Decision Point

I saw them coming up the street, the shambling grey mass. I’d seen the news, until the broadcasts stopped. I still didn’t know exactly what I thought of it all. I opened my front door and peered out. I’d never seen a zombie close enough to make out its expression before. Their heads lolled, but the faces weren’t slack. They twitched, shifted, briefly smiled, frowned, gasped. Their eyes rolled and some blinked rapidly and unevenly in a way that reminded me eerily of Morse code. One rolled its head jerkily to look right at me and gave me a slow, lazy wink.

Then the truck pulled up, a beat-up F-150 with aluminum siding bolted to the hood to form a crude ram. Men poured out, in camo, in hunter’s orange, in wife-beaters and torn jeans. Most of them had at least two guns, and they formed a line and shot at the mass of zombies. I saw the head that had winked at me pop like a giant zit, and the bile rose in my throat.

“C’mon!” shouted a man in an orange vest, gesturing me towards the truck with a pump shotgun. “They’re still coming, hurry!”

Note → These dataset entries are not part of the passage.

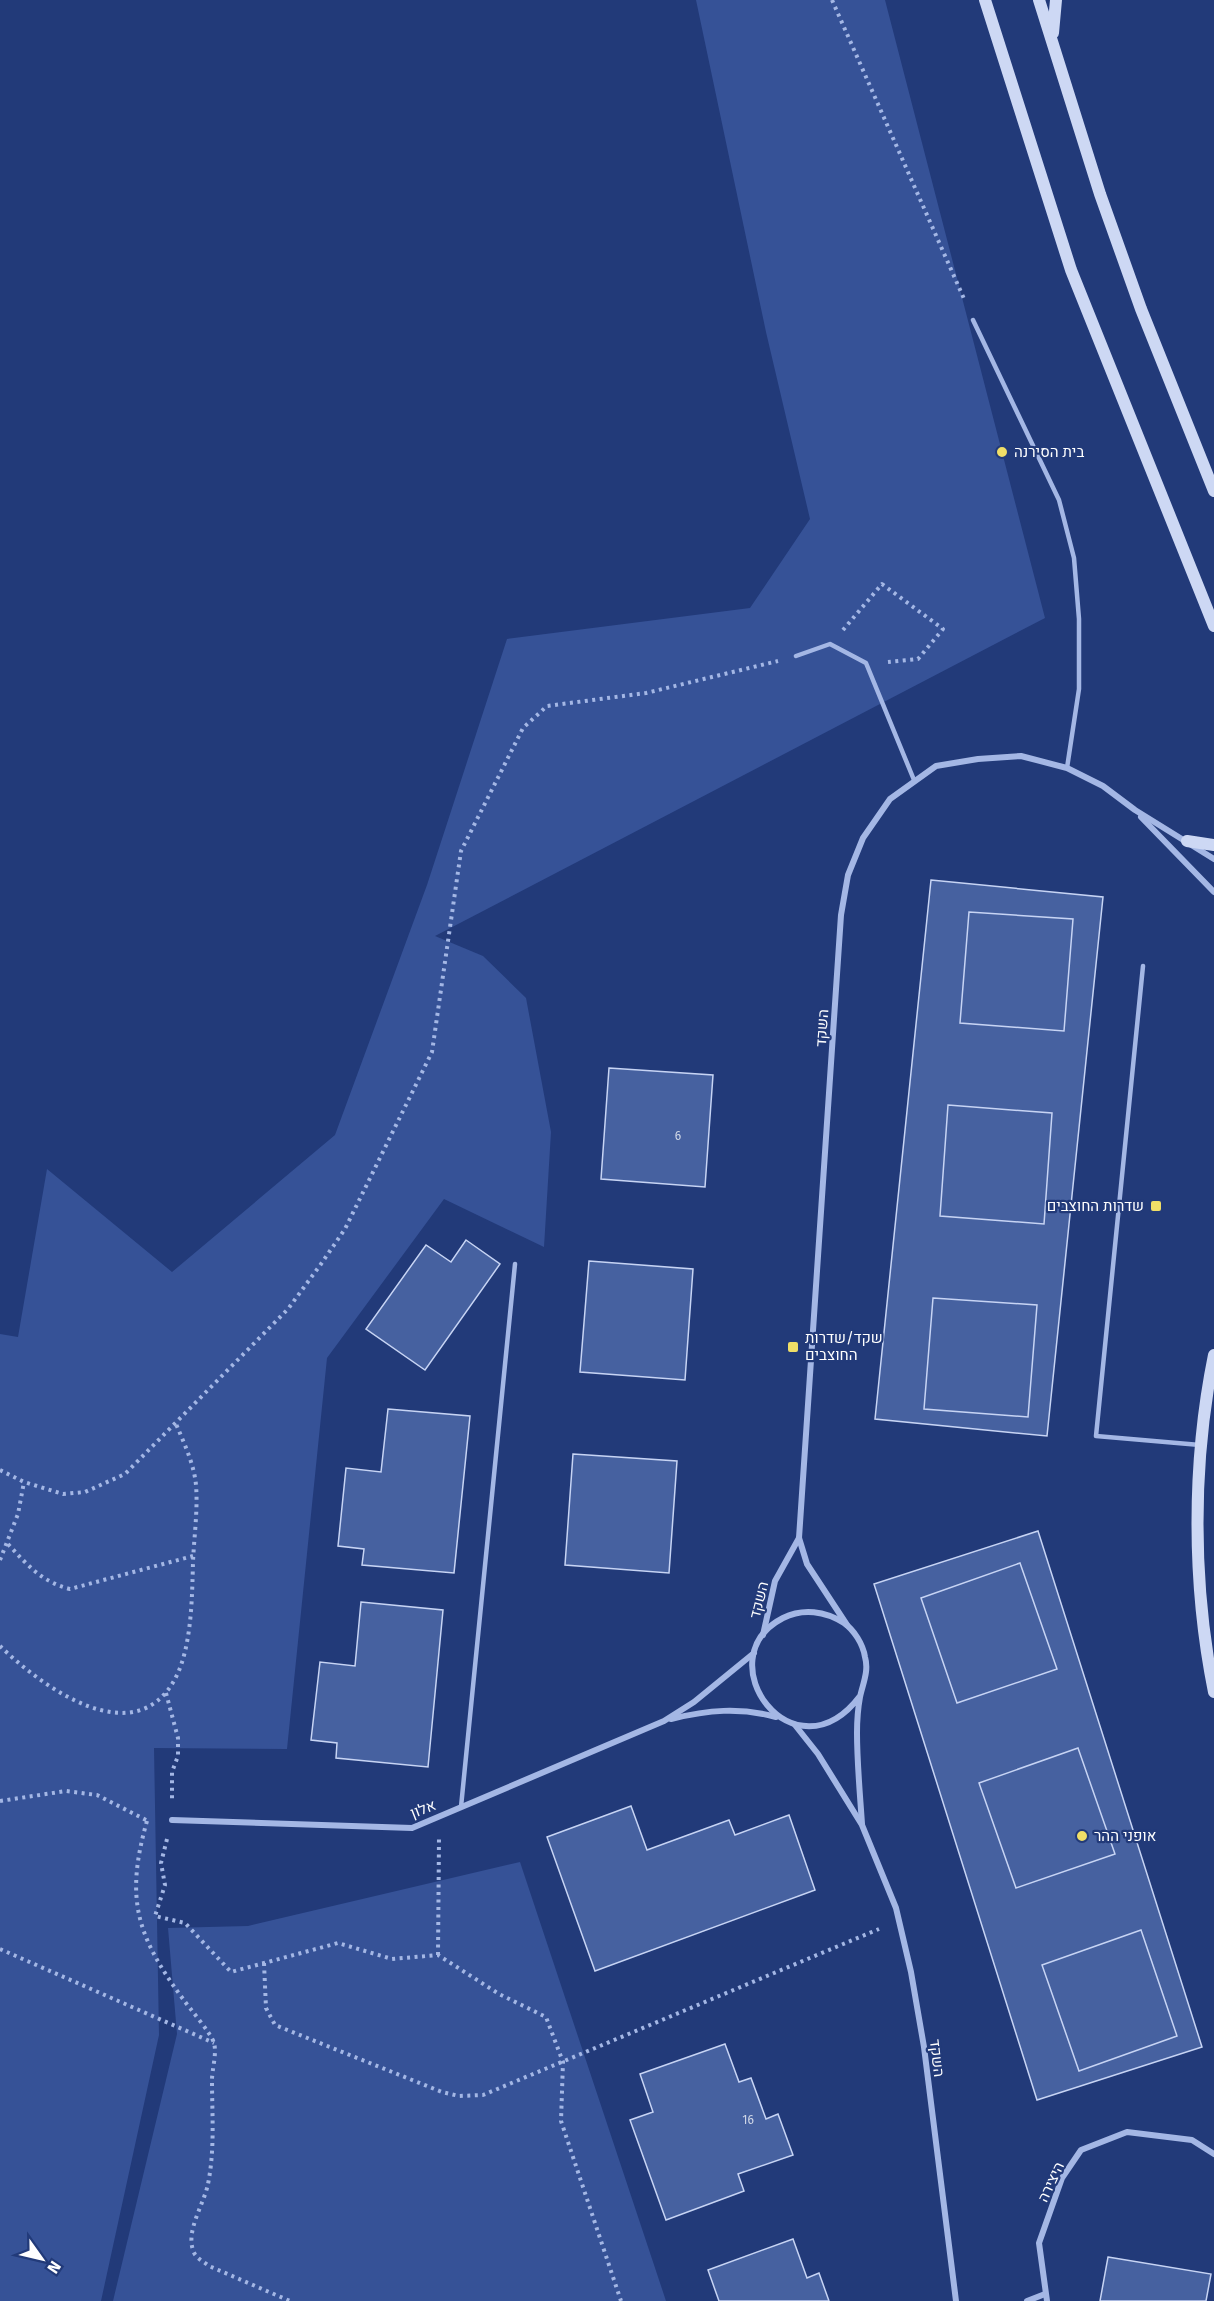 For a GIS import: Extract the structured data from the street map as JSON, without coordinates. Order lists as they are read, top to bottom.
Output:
{
  "streets": {
    "street": ["השקד", "אלון", "היצירה"]
  },
  "crossings": [
    ["השקד", "אלון"]
  ],
  "places": {
    "other": ["בית הסירנה", "אופני ההר"],
    "transit": ["שדרות החוצבים", "שקד/שדרות החוצבים"]
  },
  "house_numbers": ["6", "16"],
  "north": "bottom right"
} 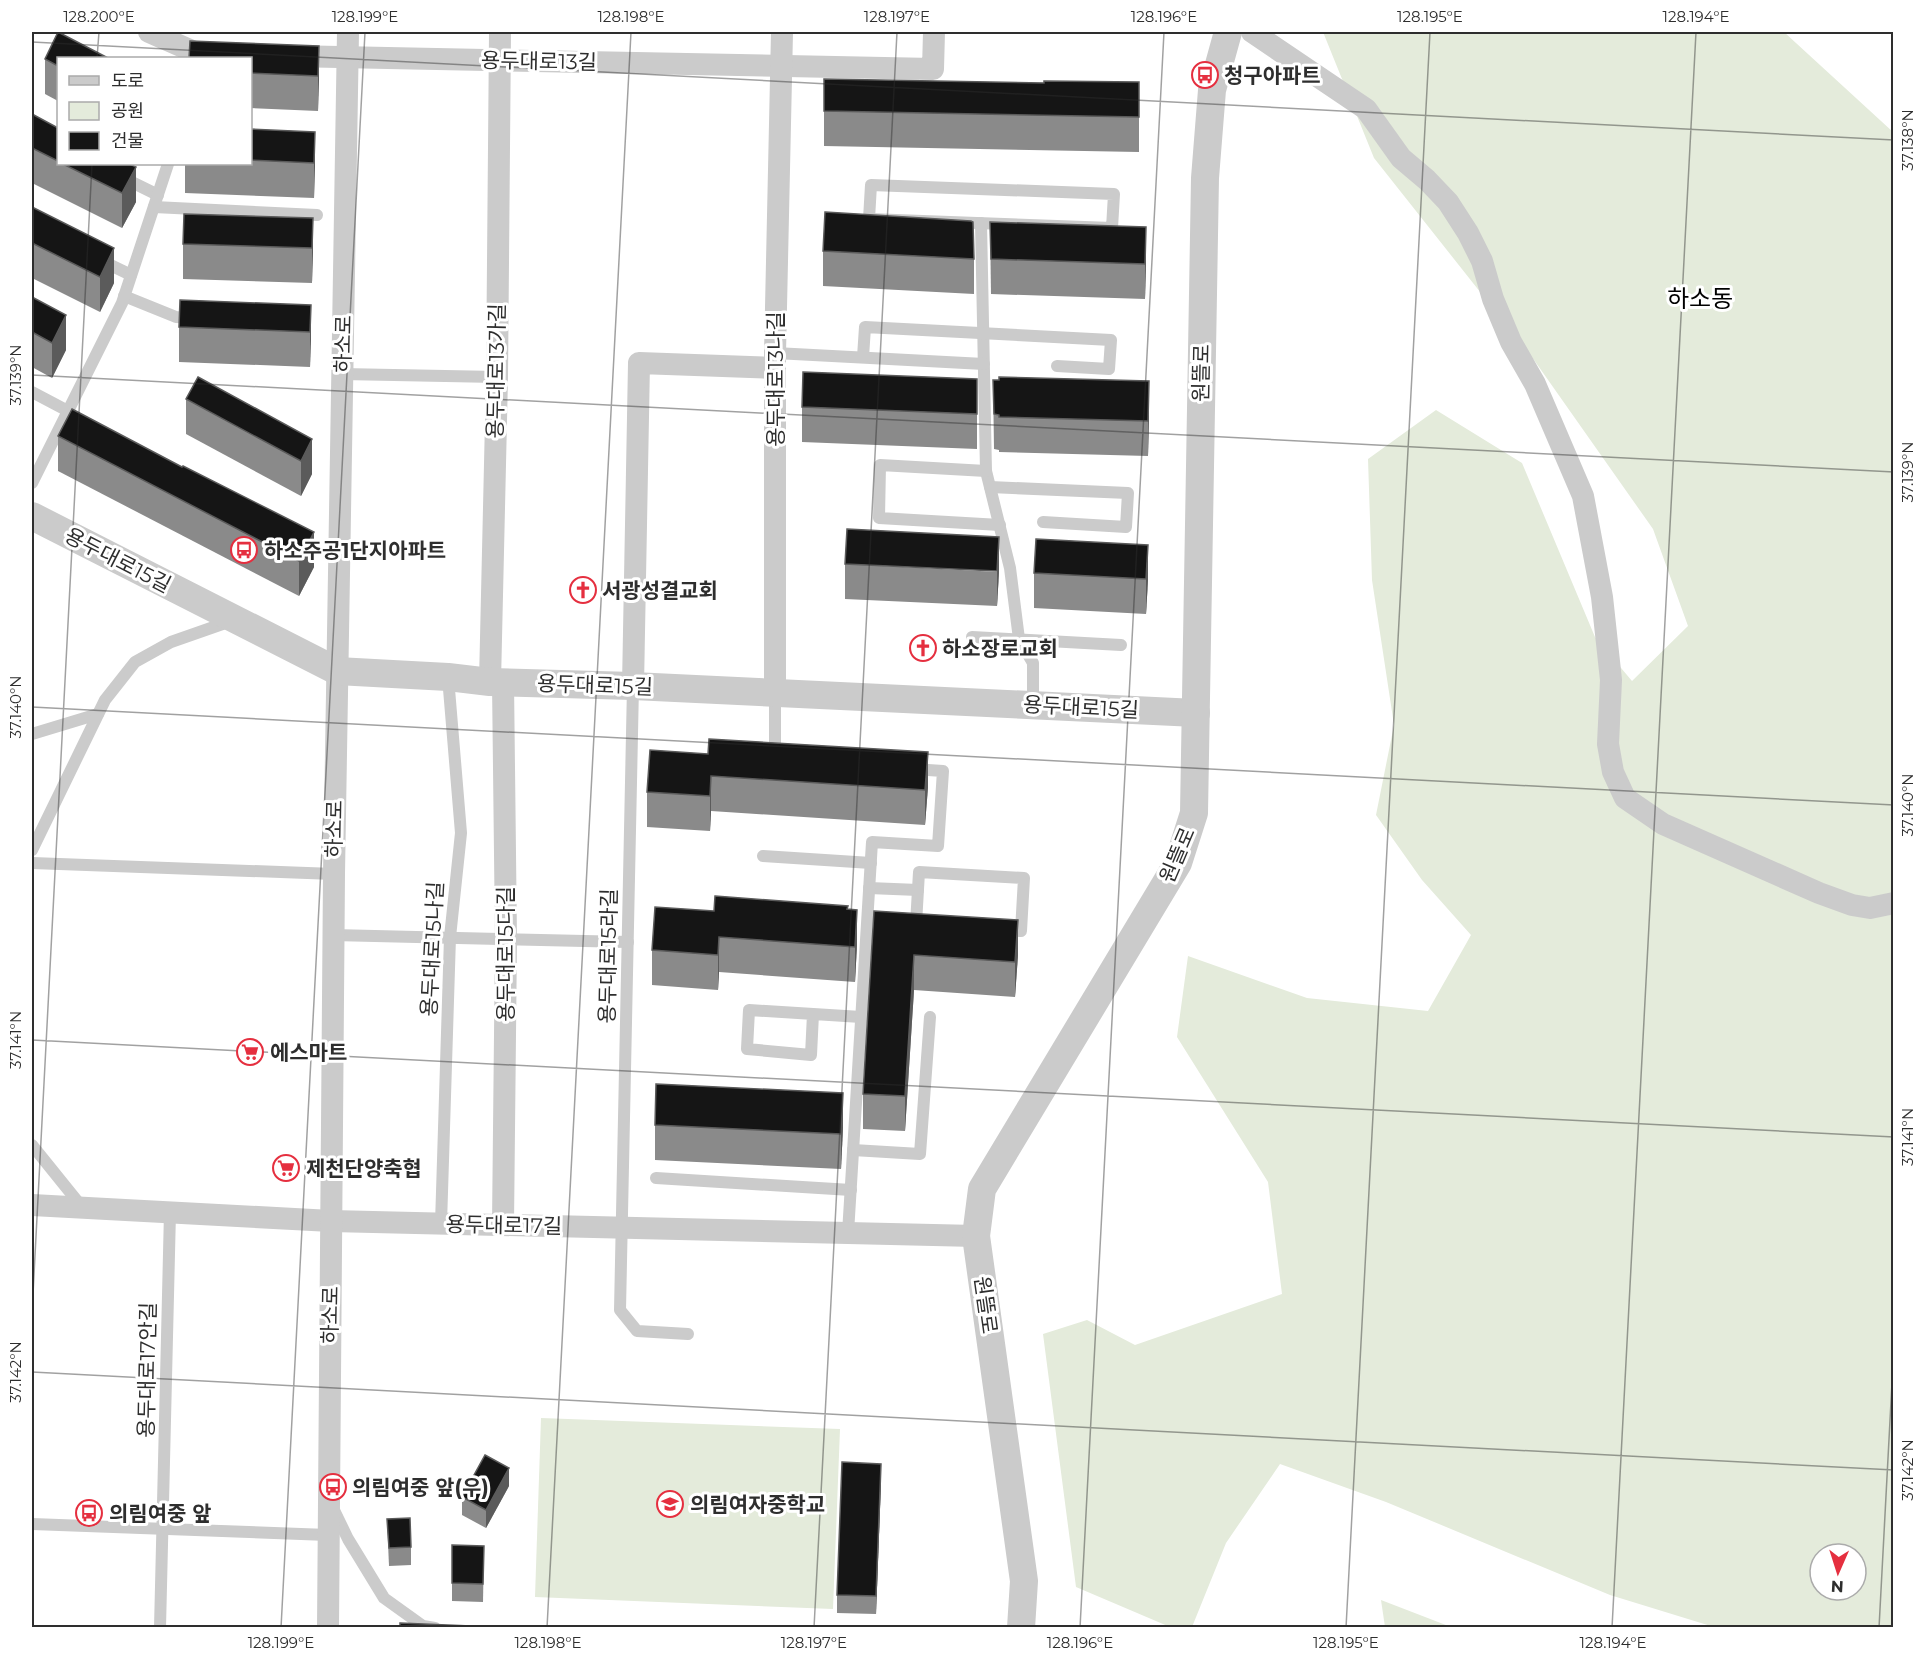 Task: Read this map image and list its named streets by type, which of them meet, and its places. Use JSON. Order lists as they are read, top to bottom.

I looked at him, at his neat crew-cut and messy stubble, at the flush of excitement in his face, and I made up my mind. I shook my head, and he shot me a look of contempt. He raised his shotgun toward me and then lowered it again. Cursing indiscernibly, he returned to the truck and jumped in the bed.

I waited until they were gone before I took another step. I left the false security of my home behind me, and walked toward the horde.

“Do you understand me?” I called to the twitching lips and fluttering eyelids. The mass began shifting toward me.

“What are you – any of you, all of you? Do you know what they say about you?” Mouths opened, revealing broken, rotting teeth.

“I want to understand.”

I reached out with my hand toward a sallow, strange cheek.